You are here

Understanding Sociability in Social Network Sites

Singapore.
The next session panel at ICA 2010, on post-convergence, starts with Zizi Papacharissi, whose focus is on sociability on social network sites. She begins by noting questions over whether social networking makes people more or less social; in reality, however, social media are simply integrated into media habits overall. Also, there is a question over whether these new media are more or less social than others - again, in reality, all media are social. Finally, are these online places more or less social? Perhaps the real answer is that online spaces and achitectures have specific social affordances.

Uses and gratifications research into Facebook (focussing on university students) points to a different kind of sociability on the site: motives for participation converged in new ways: people were socially multitasking as they were using the site; sociability was neither highly active nor highly passive, but users were more like 'social couch potatoes' in their activities; and there was flexible, mobility-friendly, and convergent social behaviour (social multitasking again - a combination of on- and off-site social ties); finally, there was a public privacy of social ties - people recognised privacy risks but were unable to react, and had a reflexive understanding of privacy (i.e., people had no shared fixed sense of privacy, but one depending on the social sphere in which users interacted).

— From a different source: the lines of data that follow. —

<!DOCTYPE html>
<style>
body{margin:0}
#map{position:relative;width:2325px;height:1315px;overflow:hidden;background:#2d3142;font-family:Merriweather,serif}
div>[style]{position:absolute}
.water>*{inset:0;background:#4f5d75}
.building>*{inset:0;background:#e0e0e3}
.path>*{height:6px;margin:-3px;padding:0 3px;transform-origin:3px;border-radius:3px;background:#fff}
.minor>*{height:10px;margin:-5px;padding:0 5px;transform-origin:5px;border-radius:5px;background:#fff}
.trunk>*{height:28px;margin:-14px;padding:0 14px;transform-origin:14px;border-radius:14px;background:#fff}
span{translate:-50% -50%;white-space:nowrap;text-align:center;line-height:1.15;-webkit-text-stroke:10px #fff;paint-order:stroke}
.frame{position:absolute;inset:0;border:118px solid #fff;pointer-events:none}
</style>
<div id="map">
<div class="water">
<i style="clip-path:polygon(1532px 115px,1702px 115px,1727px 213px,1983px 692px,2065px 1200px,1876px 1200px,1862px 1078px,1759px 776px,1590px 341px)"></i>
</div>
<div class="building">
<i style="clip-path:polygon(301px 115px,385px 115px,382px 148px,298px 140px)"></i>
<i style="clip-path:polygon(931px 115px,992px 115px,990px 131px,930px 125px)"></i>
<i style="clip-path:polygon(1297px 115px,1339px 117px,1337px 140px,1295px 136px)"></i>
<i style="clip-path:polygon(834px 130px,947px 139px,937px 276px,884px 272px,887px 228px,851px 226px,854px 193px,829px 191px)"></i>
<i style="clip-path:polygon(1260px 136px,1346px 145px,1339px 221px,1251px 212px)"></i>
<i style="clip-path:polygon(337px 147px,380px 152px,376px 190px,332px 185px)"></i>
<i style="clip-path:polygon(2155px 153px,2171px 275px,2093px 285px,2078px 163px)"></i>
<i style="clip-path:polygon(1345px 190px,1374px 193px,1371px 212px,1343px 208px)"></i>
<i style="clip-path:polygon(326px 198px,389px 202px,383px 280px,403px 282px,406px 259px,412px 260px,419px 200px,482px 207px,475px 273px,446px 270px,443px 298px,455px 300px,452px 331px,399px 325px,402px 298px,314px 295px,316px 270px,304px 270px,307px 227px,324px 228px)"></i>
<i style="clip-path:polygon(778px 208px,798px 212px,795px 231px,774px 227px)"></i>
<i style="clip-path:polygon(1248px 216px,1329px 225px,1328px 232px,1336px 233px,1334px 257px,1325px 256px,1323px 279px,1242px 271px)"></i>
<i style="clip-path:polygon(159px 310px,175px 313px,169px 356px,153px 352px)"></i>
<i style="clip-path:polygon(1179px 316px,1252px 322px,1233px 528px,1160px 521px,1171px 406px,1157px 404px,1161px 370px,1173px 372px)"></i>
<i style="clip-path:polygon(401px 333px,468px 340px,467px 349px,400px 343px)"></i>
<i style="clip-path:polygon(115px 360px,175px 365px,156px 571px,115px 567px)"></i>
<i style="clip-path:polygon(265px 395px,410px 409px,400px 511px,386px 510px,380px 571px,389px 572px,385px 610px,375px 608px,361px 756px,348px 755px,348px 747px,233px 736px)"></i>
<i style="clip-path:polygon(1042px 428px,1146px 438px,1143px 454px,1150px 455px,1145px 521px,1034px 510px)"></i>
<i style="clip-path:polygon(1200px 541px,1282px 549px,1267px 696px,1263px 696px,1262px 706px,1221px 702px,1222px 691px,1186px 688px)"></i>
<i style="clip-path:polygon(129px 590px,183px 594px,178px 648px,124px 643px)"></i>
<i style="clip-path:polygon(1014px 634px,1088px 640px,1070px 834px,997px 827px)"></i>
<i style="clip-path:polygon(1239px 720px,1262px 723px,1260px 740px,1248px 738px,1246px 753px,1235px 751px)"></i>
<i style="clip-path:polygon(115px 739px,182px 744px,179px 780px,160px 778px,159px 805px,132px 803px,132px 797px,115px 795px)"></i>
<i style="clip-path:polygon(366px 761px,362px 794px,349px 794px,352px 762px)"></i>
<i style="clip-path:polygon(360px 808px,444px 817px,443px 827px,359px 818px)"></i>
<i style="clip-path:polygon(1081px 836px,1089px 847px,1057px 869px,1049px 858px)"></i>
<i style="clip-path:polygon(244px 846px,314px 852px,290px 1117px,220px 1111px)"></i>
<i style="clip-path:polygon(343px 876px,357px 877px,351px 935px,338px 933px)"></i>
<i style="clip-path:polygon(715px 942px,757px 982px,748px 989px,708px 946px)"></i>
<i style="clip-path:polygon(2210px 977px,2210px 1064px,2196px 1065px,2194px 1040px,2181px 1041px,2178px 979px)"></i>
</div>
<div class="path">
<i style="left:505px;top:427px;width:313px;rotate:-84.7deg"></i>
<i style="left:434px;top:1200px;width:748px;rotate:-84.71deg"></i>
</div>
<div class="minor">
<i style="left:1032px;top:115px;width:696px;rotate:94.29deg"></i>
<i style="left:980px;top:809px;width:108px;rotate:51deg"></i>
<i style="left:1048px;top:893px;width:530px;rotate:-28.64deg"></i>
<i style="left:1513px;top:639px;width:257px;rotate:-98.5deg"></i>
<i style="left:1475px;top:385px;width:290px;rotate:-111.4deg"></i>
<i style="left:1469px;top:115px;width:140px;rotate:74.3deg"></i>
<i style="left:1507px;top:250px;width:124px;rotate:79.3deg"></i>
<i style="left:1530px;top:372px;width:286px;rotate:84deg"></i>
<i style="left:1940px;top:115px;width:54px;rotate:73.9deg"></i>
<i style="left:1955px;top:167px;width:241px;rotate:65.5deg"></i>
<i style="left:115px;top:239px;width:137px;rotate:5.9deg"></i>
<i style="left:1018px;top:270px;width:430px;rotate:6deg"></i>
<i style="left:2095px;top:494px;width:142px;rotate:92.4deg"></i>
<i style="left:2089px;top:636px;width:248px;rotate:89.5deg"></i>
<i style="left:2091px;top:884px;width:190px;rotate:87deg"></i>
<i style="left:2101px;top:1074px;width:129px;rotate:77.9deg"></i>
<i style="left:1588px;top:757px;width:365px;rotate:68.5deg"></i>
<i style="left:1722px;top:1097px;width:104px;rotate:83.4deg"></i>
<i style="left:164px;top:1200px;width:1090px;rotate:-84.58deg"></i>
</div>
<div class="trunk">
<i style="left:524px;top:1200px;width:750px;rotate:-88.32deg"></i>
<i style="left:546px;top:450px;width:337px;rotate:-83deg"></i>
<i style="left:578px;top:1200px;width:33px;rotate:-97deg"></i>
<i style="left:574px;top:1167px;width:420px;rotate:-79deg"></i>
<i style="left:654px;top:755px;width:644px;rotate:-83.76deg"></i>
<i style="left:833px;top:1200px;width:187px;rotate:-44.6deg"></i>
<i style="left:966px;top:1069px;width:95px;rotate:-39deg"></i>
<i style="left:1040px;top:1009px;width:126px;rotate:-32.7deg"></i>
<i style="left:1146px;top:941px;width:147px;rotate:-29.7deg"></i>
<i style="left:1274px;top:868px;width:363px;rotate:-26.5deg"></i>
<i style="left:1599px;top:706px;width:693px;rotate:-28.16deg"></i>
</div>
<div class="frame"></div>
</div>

Further, Zizi examined the use of photos on Facebook, and identified the centrality of photography to integrity formation, group cohesiveness and independence from families; images demonstrated an awareness of the camera (often posing directly); contextual elements were deemphasised, while images emphasised group connections and togetherness.

Finally, a study of Facebook, LinkedIn, and A Small World examined the architecture of social networks, showing how each balanced public and private differently; how self-presentation differed in these publicly private or privately public spaces; how taste and class were intricately performed; and how there were tight and loose structures (Facebook was the loosest, but also afforded the most responsibility for how to define group structures).

These findings align with similar studies, pointing to the centrality of expression and connection in social media. Sociability is networked, and privacy and sociality tend to trade off against one another; the sense of self is reflexive and liquid. The challenge for social researchers is how theory is remediated in these specific spaces.